Bø Trond, Jonassen Inge
Department of Informatics, University of Bergen, N-5020 Bergen, Norway.
Genome Biol. 2002;3(4):RESEARCH0017. doi: 10.1186/gb-2002-3-4-research0017. Epub 2002 Mar 14.
Methods for extracting useful information from the datasets produced by microarray experiments are at present of much interest. Here we present new methods for finding gene sets that are well suited for distinguishing experiment classes, such as healthy versus diseased tissues. Our methods are based on evaluating genes in pairs and evaluating how well a pair in combination distinguishes two experiment classes. We tested the ability of our pair-based methods to select gene sets that generalize the differences between experiment classes and compared the performance relative to two standard methods. To assess the ability to generalize class differences, we studied how well the gene sets we select are suited for learning a classifier.
We show that the gene sets selected by our methods outperform the standard methods, in some cases by a large margin, in terms of cross-validation prediction accuracy of the learned classifier. We show that on two public datasets, accurate diagnoses can be made using only 15-30 genes. Our results have implications for how to select marker genes and how many gene measurements are needed for diagnostic purposes.

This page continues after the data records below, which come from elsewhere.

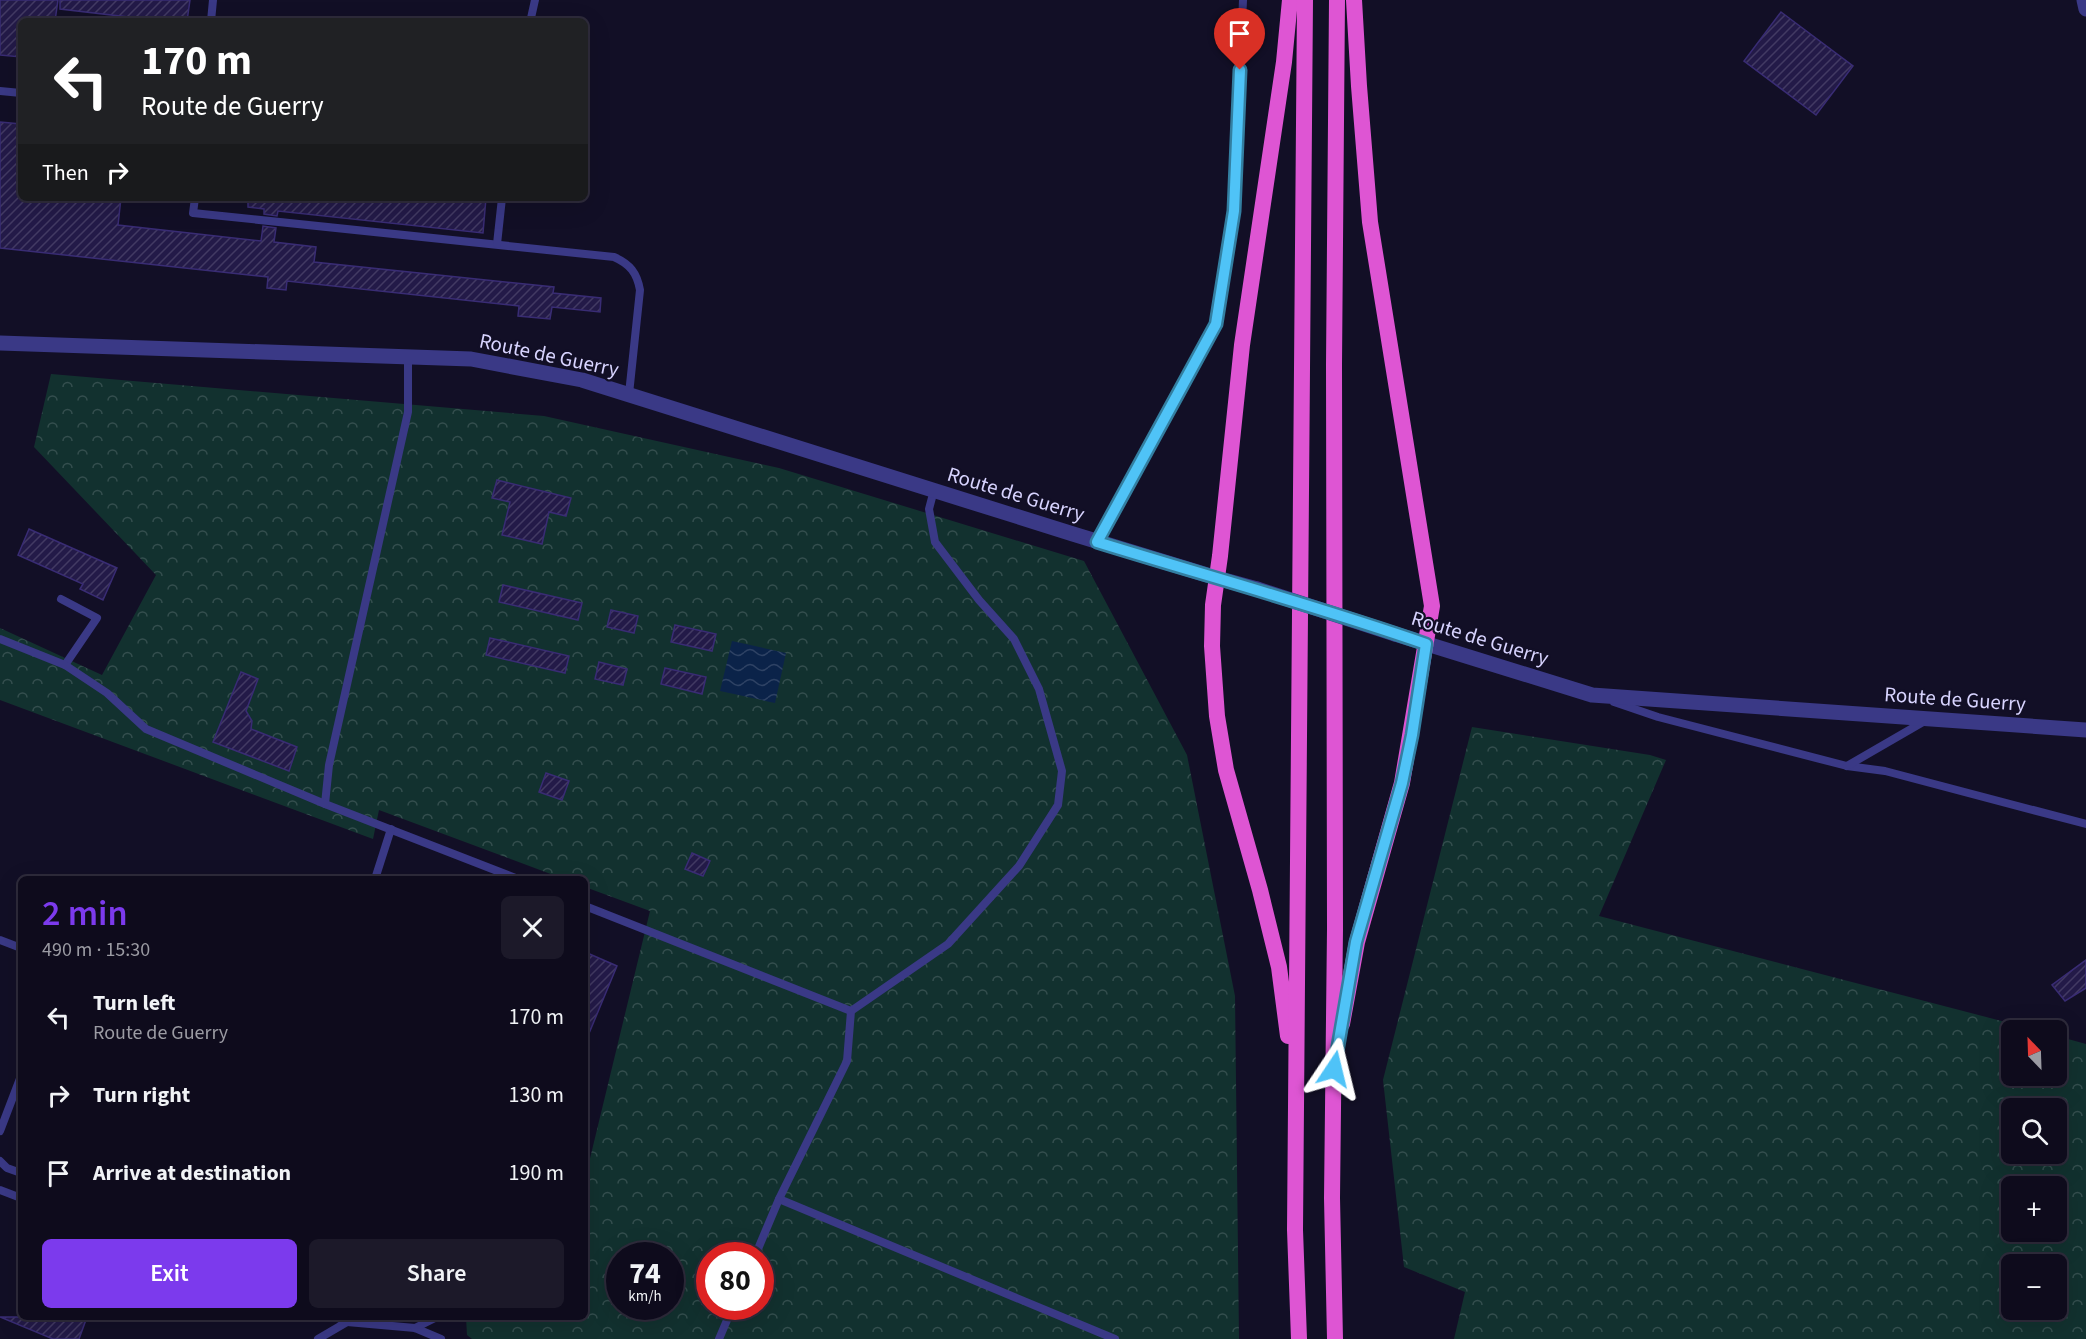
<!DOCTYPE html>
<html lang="en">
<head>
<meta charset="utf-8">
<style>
	body { margin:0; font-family:"Source Sans 3",sans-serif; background:#1c1929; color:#f1f3f6; height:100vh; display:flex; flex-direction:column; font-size:22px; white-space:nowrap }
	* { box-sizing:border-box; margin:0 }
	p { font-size:20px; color:#9b9ba3 }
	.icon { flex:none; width:33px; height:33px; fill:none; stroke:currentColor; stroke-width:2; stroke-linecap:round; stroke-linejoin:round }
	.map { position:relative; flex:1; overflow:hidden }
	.side { position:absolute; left:18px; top:876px; width:570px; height:444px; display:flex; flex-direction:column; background:#0e0b1c; border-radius:9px; box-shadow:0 6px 24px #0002,0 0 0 2px #2e2b3b }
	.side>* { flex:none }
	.hud { position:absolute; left:18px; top:18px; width:570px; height:183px; border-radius:9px; box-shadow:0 6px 24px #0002,0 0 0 2px #2e2b3b; background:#202124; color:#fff; overflow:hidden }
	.needle { width:39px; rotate:337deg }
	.fabs { position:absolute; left:2001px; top:1020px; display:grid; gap:12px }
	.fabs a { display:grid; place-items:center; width:66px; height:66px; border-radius:9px; background:#0e0b1c; box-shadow:0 6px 24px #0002,0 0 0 2px #2e2b3b; font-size:30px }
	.speed { position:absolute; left:606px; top:1242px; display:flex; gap:12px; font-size:30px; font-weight:700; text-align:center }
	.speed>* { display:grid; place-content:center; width:78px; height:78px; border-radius:50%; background:#0e0b1c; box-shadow:0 6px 24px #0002,0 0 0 2px #2e2b3b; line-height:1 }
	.speed small { font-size:15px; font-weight:400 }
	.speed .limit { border:9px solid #d22; background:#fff; color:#111 }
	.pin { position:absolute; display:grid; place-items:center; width:51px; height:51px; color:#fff; margin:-62px -26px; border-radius:50% 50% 50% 0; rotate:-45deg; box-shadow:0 0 6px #0007 }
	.pin .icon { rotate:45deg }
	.me { position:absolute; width:66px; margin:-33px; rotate:10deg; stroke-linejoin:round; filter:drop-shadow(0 0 4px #0008) }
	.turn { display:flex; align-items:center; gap:21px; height:126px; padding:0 24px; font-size:27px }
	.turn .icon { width:78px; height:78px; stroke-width:2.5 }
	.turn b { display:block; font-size:42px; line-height:51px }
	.then { display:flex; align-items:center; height:57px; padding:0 24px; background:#0003; gap:12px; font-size:22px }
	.round { display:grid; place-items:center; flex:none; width:63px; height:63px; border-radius:9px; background:#1c1929 }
	.head { display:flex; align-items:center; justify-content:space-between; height:102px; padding:0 24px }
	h1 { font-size:36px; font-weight:600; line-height:45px; color:#7c3aed }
	.button { display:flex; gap:12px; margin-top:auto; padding:12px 24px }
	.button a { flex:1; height:69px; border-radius:9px; background:#7c3aed; color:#fff; font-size:24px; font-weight:600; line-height:69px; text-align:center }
	.button a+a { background:#1c1929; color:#f1f3f6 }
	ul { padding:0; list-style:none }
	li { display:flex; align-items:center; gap:18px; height:78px; padding:0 24px }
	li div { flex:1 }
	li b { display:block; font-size:22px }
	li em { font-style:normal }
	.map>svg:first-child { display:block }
</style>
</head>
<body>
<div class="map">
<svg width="2086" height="1339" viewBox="0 0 2086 1339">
	<defs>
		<pattern id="forest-crowns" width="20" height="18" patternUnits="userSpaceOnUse" patternTransform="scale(1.5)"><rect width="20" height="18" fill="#12312f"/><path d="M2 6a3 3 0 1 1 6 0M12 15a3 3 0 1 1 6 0" fill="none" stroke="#344e4e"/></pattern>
		<pattern id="water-waves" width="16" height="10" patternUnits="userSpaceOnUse" patternTransform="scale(1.5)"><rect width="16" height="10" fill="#0b2349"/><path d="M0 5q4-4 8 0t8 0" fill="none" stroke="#2e4264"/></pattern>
		<pattern id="building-hatch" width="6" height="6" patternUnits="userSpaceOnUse" patternTransform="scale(1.5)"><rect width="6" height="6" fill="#231a48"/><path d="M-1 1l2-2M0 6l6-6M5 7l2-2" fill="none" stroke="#423a63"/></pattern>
	</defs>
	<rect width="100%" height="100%" fill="#120f26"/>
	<g fill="url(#forest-crowns)" fill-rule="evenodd">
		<path d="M51,374L544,416L779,468L1084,561L1187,755L1235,996L1239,1339H472L467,1335L466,1317H585V1179L650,911L585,887V879H564L379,810L373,839L0,700V628L102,675L156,575L34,447ZM620,1256H670V1306H620ZM710,1256H760V1306H710Z"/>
		<path d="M1472,727L1650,755L1666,760L1599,916L2036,1030H2012V1076H2056L2057,1036L2086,1044V1339H1454L1465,1292L1404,1267L1383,1080ZM2012,1108H2056V1154H2012ZM2012,1186H2056V1232H2012ZM2012,1264H2056V1310H2012Z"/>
	</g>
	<path fill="url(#water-waves)" d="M732,641L786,653L775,703L720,691Z"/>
	<g fill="url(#building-hatch)" stroke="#392c74" stroke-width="1.5">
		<path d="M0,0H58L55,21H21V57L0,55Z"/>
		<path d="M60,0H190L187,21H127L128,17L60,9Z"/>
		<path d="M1781,12L1853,66L1816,115L1744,61Z"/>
		<path d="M0,122L21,124V198H121L118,225L261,241L263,226L276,228L274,242L316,247L314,262L554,287L553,293L601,298L600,312L552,307L550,319L518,316L519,306L287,281L286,290L267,288L268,277L0,248Z"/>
		<path d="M248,198H486L483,233L278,211L277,216L264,214V209L248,207Z"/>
		<path d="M497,480L571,498L566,516L549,512L542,544L502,535L510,502L492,498Z"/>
		<path d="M29,529L117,568L103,600L80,589L83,584L18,555Z"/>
		<path d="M503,585L582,603L578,620L499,602Z"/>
		<path d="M611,610L638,616L634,633L607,627Z"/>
		<path d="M675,625L716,634L712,651L671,642Z"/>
		<path d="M490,638L569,656L565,673L486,655Z"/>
		<path d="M599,662L627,669L623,685L595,679Z"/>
		<path d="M665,668L706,677L702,694L661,684Z"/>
		<path d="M241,672L258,679L246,711L252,721L251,729L297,747L289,771L213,742Z"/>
		<path d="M546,773L569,781L562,800L539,792Z"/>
		<path d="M692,853L710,861L703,876L685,869Z"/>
		<path d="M585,952L617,966L585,1043Z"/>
		<path d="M2086,960V988L2065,1001L2052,985Z"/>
		<path d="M0,1317H87L79,1339H53Z"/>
	</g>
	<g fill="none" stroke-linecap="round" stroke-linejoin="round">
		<g stroke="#3a3986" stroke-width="8">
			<path d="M531,18L535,0"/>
			<path d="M211,21L213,0"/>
			<path d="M0,91L21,93"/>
			<path d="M195,198L193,213L614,257C630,264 637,273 640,290L629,394"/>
			<path d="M497,244L502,198"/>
			<path d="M408,357V412L329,765L325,804L518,879"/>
			<path d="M1097,542L1216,324L1234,211L1243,0"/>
			<path d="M61,599L97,618L65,665"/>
			<path d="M0,639L65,665L107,693L146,729L325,804"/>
			<path d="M1614,702L1658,717L1847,766L1885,771L2086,824"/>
			<path d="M1847,766L1923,722"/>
			<path d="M375,879L391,829"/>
			<path d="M585,906L851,1011"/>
			<path d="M0,940L21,948"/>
			<path d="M0,1131L21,1076"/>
			<path d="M0,1161L7,1168L21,1173"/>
			<path d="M0,1190L21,1198"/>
			<path d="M779,1199L1115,1339"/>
			<path d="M755,1256L779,1199L847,1061L851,1011L948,944L1019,866L1058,805L1062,771L1039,689L1014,639L979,600L935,542L929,509L934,490"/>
			<path d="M336,1317L347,1322L415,1328L441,1339"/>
			<path d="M415,1328L437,1317"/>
			<path d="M318,1339L347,1322L346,1319"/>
			<path d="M719,1339L733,1306"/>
		</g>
		<g stroke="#3a3986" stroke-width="15">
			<path d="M2084,0L2086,9"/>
			<path d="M0,343L471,359L582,380L1073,534L1217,578L1257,589"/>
			<path d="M1395,634L1592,695L2086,730"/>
		</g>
		<g stroke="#de55d3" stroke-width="16">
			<path d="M1342,1024L1357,942L1402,783L1432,606L1370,222L1359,86L1354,0"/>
			<path d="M1288,1036L1279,967L1260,890L1226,770L1217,716L1212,646L1213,605L1220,556L1242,345L1284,62L1290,0"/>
			<path d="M1299,1339L1295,1230L1305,0"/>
			<path d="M1335,1339L1332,1198L1335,929L1334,364L1337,0"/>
		</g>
		<path stroke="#3a3986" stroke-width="15" d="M1257,589L1395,634"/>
	</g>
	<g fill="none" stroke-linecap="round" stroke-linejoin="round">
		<defs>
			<path id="route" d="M1240,70L1234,211L1216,324L1097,542C1207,576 1317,606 1426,644L1412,735L1402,783L1356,942L1334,1069"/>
		</defs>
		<use href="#route" stroke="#337fa1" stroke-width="15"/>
		<use href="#route" stroke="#4fc3f7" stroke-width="10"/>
	</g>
	<g text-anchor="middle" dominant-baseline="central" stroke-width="4.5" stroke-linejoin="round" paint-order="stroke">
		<g font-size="21" fill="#d8d4ff" stroke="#120f26">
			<text transform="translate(549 355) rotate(12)">Route de Guerry</text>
			<text transform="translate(1016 494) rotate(17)">Route de Guerry</text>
			<text transform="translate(1480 638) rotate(17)">Route de Guerry</text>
			<text transform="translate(1955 699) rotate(4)">Route de Guerry</text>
		</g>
	</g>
</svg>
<div class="fabs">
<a><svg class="needle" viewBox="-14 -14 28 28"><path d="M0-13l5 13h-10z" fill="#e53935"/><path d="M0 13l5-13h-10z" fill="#9b9ba3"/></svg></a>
<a><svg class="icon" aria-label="search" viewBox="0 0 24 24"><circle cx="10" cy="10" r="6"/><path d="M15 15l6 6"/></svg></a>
<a>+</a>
<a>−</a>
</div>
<div class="speed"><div>74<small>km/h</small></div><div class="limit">80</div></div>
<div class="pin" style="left:1240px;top:70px;background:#d93025"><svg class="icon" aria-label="arrive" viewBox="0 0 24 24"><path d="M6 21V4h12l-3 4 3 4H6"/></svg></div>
<svg class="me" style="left:1334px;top:1069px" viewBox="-20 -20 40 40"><path d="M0-17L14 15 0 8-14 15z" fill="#4fc3f7" stroke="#fff" stroke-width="4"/></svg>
<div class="hud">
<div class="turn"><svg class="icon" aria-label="left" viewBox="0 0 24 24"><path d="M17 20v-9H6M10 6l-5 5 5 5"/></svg><div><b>170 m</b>Route de Guerry</div></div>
<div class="then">Then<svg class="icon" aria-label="right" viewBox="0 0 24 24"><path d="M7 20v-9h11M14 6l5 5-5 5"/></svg></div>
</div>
<section class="side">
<div class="head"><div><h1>2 min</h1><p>490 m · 15:30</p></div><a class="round"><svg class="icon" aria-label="close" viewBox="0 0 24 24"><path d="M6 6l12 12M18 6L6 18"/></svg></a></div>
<ul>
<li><svg class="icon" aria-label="left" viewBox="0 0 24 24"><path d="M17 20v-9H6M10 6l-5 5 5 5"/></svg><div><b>Turn left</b><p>Route de Guerry</p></div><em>170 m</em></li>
<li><svg class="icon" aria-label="right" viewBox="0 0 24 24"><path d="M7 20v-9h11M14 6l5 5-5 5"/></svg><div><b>Turn right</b></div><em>130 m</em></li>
<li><svg class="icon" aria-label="arrive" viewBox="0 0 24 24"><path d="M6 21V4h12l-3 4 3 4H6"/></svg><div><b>Arrive at destination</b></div><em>190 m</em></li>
</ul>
<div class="button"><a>Exit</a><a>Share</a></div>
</section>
</div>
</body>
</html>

When looking for differential expression between experiment classes, it may not be sufficient to look at each gene in a separate universe. Evaluating combinations of genes reveals interesting information that will not be discovered otherwise. Our results show that class prediction can be improved by taking advantage of this extra information.
目前,从微阵列实验产生的数据集中提取有用信息的方法备受关注。在此,我们提出了一些新方法,用于寻找非常适合区分实验类别(如健康组织与患病组织)的基因集。我们的方法基于对基因进行成对评估,并评估一对基因组合区分两个实验类别的能力。我们测试了基于成对的方法选择能够概括实验类别之间差异的基因集的能力,并将其性能与两种标准方法进行了比较。为了评估概括类别差异的能力,我们研究了我们选择的基因集在学习分类器方面的适用性。
我们表明,就学习到的分类器的交叉验证预测准确性而言,我们的方法选择的基因集优于标准方法,在某些情况下优势明显。我们表明,在两个公共数据集上,仅使用15 - 30个基因就可以做出准确的诊断。我们的结果对于如何选择标记基因以及诊断需要进行多少基因测量具有启示意义。
在寻找实验类别之间的差异表达时,单独考察每个基因可能并不足够。评估基因组合会揭示出用其他方式无法发现的有趣信息。我们的结果表明,利用这些额外信息可以提高类别预测能力。